W3C home > Mailing lists > Public > public-tracking@w3.org > September 2012

Re: definition of "unlinkable data" in the Compliance spec

From: Rigo Wenning <rigo@w3.org>
Date: Sun, 23 Sep 2012 21:32:06 +0200
To: public-tracking@w3.org
Cc: Ed Felten <ed@felten.com>
Message-ID: <2418381.vJaz8XgzHn@hegel.sophia.w3.org>

On Thursday 13 September 2012 17:03:09 Ed Felten wrote:
> I have several questions about what this means.
> (A) Why does the definition talk about a process of making data
> unlinkable, instead of directly defining what it means for data
> to be unlinkable?  Some data needs to be processed to make it
> unlinkable, but some data is unlinkable from the start.  The
> definition should speak to both, even though
> unlinkable-from-the-start data hasn't gone through any kind of
> process.  Suppose FirstCorp collects data X; SecondCorp collects
> X+Y but then runs a process that discards Y to leave it with only
> X; and ThirdCorp collects X+Y+Z but then minimizes away Y+Z to
> end up with X.  Shouldn't these three datasets be treated the
> same--because they are the same X--despite having been through
> different processes, or no process at all? 

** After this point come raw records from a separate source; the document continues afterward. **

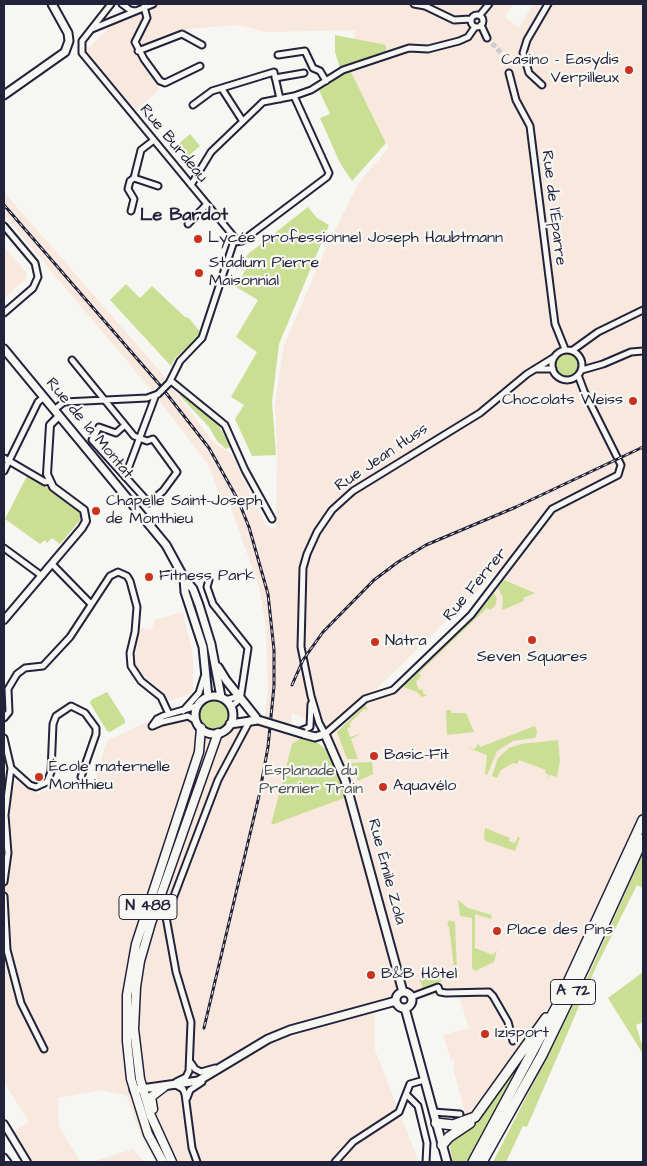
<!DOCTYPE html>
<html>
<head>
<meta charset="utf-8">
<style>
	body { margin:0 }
	#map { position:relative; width:647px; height:1166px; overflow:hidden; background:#f6f6f2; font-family:"Architects Daughter",sans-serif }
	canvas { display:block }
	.frame { position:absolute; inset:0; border:5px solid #22223b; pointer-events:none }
</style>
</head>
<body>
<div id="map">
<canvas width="647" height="1166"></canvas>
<div class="frame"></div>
</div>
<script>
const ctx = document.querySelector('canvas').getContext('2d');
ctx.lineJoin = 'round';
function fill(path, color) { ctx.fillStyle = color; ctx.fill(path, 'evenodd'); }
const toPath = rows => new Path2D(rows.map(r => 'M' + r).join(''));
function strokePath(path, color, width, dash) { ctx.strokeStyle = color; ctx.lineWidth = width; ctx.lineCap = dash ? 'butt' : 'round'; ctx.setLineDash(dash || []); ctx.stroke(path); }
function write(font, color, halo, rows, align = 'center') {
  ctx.font = font + ' "Architects Daughter",sans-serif'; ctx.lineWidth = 4.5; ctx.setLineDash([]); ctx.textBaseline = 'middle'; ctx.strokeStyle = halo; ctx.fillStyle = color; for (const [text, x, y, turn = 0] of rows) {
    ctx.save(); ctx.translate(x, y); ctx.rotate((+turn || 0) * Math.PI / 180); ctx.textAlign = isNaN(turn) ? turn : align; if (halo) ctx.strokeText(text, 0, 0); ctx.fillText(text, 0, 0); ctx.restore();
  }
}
fill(toPath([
	[134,4,513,4,505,17,519,28,533,4,643,4,643,809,613,879,544,1016,466,1117,453,1068,455,1064,454,1059,451,1060,443,1035,469,1028,459,996,425,997,418,1000,404,982,355,795,332,735,324,726,292,713,290,734,303,739,343,781,404,1000,374,1007,375,1050,419,1162,155,1162,139,1131,127,1096,100,1090,58,1098,59,1127,81,1162,31,1162,13,1132,29,1122,4,1082,4,830,10,797,16,779,38,794,65,781,94,784,107,741,161,715,180,713,209,737,254,723,264,726,268,692,266,625,259,587,230,505,217,488,208,464,148,386,4,215,4,192,159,370,213,442,232,455,266,526,276,529,277,455,275,402,284,345,325,250,359,182,389,148,350,70,355,30,268,32,237,25,187,29,137,57,159,90,136,110,85,51],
	[541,529,479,616,393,695,364,701],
	[4,247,27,273,26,279,4,298],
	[183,612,193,657,193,689,191,694,168,701,162,691,140,673,135,664,135,654,141,628,152,630,154,620],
	[133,1149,144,1162,91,1162]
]), '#f8e8de');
fill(toPath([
	[335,35,386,45,386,53,340,68,335,52],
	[350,70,386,143,352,181,340,163,320,118,330,114,318,88],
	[190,134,200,146,186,158,175,147],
	[308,207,317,218,329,225,279,344,272,402,276,455,252,456,235,419,244,405,231,397,257,352,236,337,258,300,236,287,251,260,246,257,248,254],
	[126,284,140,298,152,286,185,317,189,318,201,333,200,336,175,358,171,366,110,300],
	'555 364a12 12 0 1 1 24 0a12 12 0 1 1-24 0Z',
	[181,394,215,419,231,447,226,449,217,441,209,427,179,395],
	[28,474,47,484,46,487,78,508,81,519,60,544,52,538,47,543,45,540,40,544,5,519],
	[504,580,535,593,523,598,524,601,502,610,503,598,498,588],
	[494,593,497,598,495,606,490,610,487,608,419,673,421,676,416,682,419,690,422,689,424,695,427,694,426,696,422,697,417,692,403,687,475,617],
	[107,692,125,720,125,723,110,732,107,731,90,703,91,700],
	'200 715a14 14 0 1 1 28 0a14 14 0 1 1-28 0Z',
	[365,705,368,710,364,709,349,724,351,727,347,728,350,737,362,733,351,739,358,759,347,759,337,732],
	[446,710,451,710,451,713,466,713,474,732,447,735],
	[535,726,537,733,535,738,513,741,497,751,487,775,485,774,487,755,468,748,475,749,478,743,480,747],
	[301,738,318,743,329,752,347,797,271,825,292,744],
	[558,740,560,760,557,777,550,775,546,782,549,775,545,773,546,770,519,760,517,764,513,763,501,770,497,778,492,776,498,758,509,748,521,744],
	[372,762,373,774,358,781,351,763],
	[485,828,510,838,509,841,515,843,518,837,520,837,515,851,486,841,484,839],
	[643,854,643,888,637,885,596,967,527,1127,523,1126,506,1162,493,1162,588,976],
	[458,900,468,908,492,915,491,919,475,914,475,948,493,955,497,950,494,962,475,971,472,968,472,918,460,916],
	[449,920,455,922,457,970,450,978,423,988,419,980,450,975,454,968,449,926,447,926],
	[643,972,643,1022,636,1025,643,1048,643,1054,608,998],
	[536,1038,469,1162,453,1162,449,1142,476,1123]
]), '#cadf94');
strokePath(toPath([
	[487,38,505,57,509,73]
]), '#cccccd', 5, [5, 2.5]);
const minor = toPath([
	[111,4,82,41,82,53,235,238,202,338,180,361,169,383],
	[122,4,130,10,135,11],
	[414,4,425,6,454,20,471,19],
	[144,7,147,18,135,42,144,59,160,81,165,83,200,66],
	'471 21a6 6 0 1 1 12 0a6 6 0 1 1-12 0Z',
	[480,15,489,4],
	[481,25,487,38],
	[92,29,153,4],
	[138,51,182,34,202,45],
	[278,55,305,51,313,68,320,71,326,81],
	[509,73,516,100,530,126,553,309,555,324,565,349],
	[275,78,304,73],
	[542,85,529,73,523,53,527,40,548,4],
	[222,89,242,120],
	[193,105,212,91,274,72,280,99],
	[134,178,158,186],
	[191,185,211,152,263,102,294,96,311,90,343,70,409,48,428,49,459,41,468,37,475,27],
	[131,211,134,199,128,189,130,181,134,178,141,150,154,140],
	[188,224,207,204],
	[4,226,35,263,38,277,33,288,4,313],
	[235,242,242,241,327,177,329,173,294,96],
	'552 365a15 15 0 1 1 30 0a15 15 0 1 1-30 0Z',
	[573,350,598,332,643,310],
	[553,358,527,374,480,413,353,491,332,510,317,532,307,554,303,568,301,647,311,696,319,723,325,734,365,699,393,690,471,615,552,509,618,475,621,465,584,391,578,375],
	[72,360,134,436,147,441,153,439,177,472,163,491,149,503,92,440,99,427,116,433,125,425],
	[535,369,553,369],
	[582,370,603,364,631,352,643,351],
	[171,381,225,425,245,470,272,519],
	[54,410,64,402,147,398,158,394],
	[4,458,45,482,49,481],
	[4,471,38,402,44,397],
	[125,477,155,397],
	[4,548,42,576],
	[52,564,91,604],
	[209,580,207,587,213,604,248,648,241,694,240,699,231,707],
	[225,700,240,696],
	[183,711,199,693,204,677],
	[4,718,9,712,8,689,17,674,25,668,43,666,70,637,110,576,118,572,127,576,130,581,137,607,135,632,130,653,131,666,141,681,161,697,169,714],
	[152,726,157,719,163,716,197,706],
	[153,726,162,722,188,716,196,721],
	[298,732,310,727,311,704],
	[4,738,11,768,5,815,8,853,4,882],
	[11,768,30,785,36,787,47,782,51,772,53,724,56,716,71,706,85,713,96,728,96,734,81,777],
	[4,896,7,950,21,1003,44,1049],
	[411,997,438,987,440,992,446,993,489,992,493,996,508,1022,513,1041],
	[191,1063,195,1069,201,1072,215,1068],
	[176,1082,186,1077,189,1071,191,1022,176,972,166,917,218,780,250,720],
	[176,1085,183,1089,185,1094,192,1148,197,1162],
	[407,1095,418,1106,427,1143,426,1162],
	[187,1098,190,1090,202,1082],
	[433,1112,460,1114],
	[4,1157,8,1162],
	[335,1162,353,1142,399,1112,410,1084,424,1080]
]);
const tertiary = toPath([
	[4,620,82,528,86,521,84,510,53,487,47,474,50,425,59,416],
	[4,1124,27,1162]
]);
const secondary = toPath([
	[4,95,65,52,69,41,68,33,52,4],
	[4,349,166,545,184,578,193,589,199,605,211,644,221,697],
	[184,578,185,592,203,647,208,697],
	[218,667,226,680,258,720],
	'195 715a19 19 0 1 1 38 0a19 19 0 1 1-38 0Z',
	[230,724,258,720],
	[304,734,315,737,325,734,345,780,403,992],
	'396 1000a8 8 0 1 1 16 0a8 8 0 1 1-16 0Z',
	[405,1008,447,1162],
	[134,1090,198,1081,268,1039,290,1030,396,1001]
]);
const primary = toPath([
	[153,1109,151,1097,164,1087],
	[163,1162,148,1134,131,1079,127,1041,127,995,136,944,199,752,201,728],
	[172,1162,151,1116,140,1079,134,1029,136,987,140,961,151,923,218,733]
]);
const motorway = toPath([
	[436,1123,453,1125,475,1117,546,1018],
	[442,1145,449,1137,470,1123],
	[473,1162,558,1004,643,820],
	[482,1162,542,1055,585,966,643,839]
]);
strokePath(minor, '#22223b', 9);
strokePath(tertiary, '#22223b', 10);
strokePath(secondary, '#22223b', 11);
strokePath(primary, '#22223b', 11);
strokePath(motorway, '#22223b', 12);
strokePath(minor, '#f6f6f2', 5);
strokePath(tertiary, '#f6f6f2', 6);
strokePath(secondary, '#f6f6f2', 7);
strokePath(primary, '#f6f6f2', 8);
strokePath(motorway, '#f6f6f2', 9);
const rail = toPath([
	[4,205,159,384,209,448,238,500,249,527,268,594,274,650,274,686,268,747,259,796,204,1028],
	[292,685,303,660,323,632,374,580,398,562,426,545,516,507,643,447]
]);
strokePath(rail, '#22223b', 3);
strokePath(rail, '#f6f6f2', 1, [4]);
const minorBridge = toPath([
	[158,394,169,383]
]);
const secondaryBridge = toPath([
	[258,720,304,734]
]);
strokePath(minorBridge, '#22223b', 9, []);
strokePath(secondaryBridge, '#22223b', 11, []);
strokePath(minorBridge, '#f6f6f2', 5);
strokePath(secondaryBridge, '#f6f6f2', 7);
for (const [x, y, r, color] of [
	[629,70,5,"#c8321e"],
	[198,239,5,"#c8321e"],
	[199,273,5,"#c8321e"],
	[633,401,5,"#c8321e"],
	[96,511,5,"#c8321e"],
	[149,577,5,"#c8321e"],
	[532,640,5,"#c8321e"],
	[375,642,5,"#c8321e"],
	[374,756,5,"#c8321e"],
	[39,777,5,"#c8321e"],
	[383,787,5,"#c8321e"],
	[497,931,5,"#c8321e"],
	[371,975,5,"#c8321e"],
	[485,1034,5,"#c8321e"]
]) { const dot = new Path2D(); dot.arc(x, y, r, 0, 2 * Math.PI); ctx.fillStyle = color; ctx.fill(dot); strokePath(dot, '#f6f6f2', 2); }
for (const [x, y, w] of [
	[148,907,58],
	[573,992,45]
]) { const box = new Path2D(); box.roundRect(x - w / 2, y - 12.5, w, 25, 4); ctx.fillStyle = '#f6f6f2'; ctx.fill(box); strokePath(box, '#22223b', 1); }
write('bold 15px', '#22223b', null, [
	["N 488",148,907],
	["A 72",573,992]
]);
write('16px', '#22223b', '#f6f6f2', [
	["Casino - Easydis",619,61,"right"],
	["Verpilleux",619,79,"right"],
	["Lycée professionnel Joseph Haubtmann",208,239],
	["Stadium Pierre",209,264],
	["Maisonnial",209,282],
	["Chocolats Weiss",623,401,"right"],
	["Chapelle Saint-Joseph",106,502],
	["de Monthieu",106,520],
	["Fitness Park",159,577],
	["Natra",385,642],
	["Seven Squares",532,658,"center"],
	["Basic-Fit",384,756],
	["École maternelle",49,768],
	["Monthieu",49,786],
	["Aquavélo",393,787],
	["Place des Pins",507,931],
	["B&B Hôtel",381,975],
	["Izisport",495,1034]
], 'left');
write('16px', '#22223b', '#f6f6f2', [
	["Rue Burdeau",173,144,50],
	["Rue de l'Éparre",553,208,83],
	["Rue de la Montat",89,429,50],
	["Rue Jean Huss",382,458,-34],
	["Rue Ferrer",476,585,-50],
	["Rue Émile Zola",386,872,75]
]);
write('16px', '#4c5151', '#f6f6f2', [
	["Esplanade du",311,772],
	["Premier Train",311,790]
]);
write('bold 18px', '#22223b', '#f6f6f2', [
	["Le Bardot",184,216]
]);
</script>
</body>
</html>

for the data protection people like me, unlinkable data is not part 
of the scope of data protection measures or "privacy" if you want. 
It is therefore rather natural to only talk about linkable data in 
our Specifications meaning data linked to a person. And only address 
what to do with that linkable data and its link to a person. This 
may encompass a definition of what makes data "linkable". But it 
would go too far to define what's "unlinkable". Having done research 
about data being "unlinkable" (Slim Trabelsi/SAP has created a nice 
script to determine the entropy allowing for de-anonymization), a 
definition of "unlinkable data" would import that scientific dispute 
into the Specification. I would not really like that to happen as it 
would mean another point of endless debate. You can see this already 
happening in the thread following your message. 

Just asking for data to be "unlinkable" leaves the art of making 
that happen with every little webmaster in this world instead of 
using the expertise being here to find the right compromise between 
effort of anonymization and privacy threat involved. 

> (B) Why "commercially
> reasonable" rather than just "reasonable"?  The term "reasonable"
> already takes into account all relevant factors.  Can somebody
> give an example of something that would qualify as "commercially
> reasonable" but not "reasonable", or vice versa?  If not,
> "commercially" only makes the definition harder to understand.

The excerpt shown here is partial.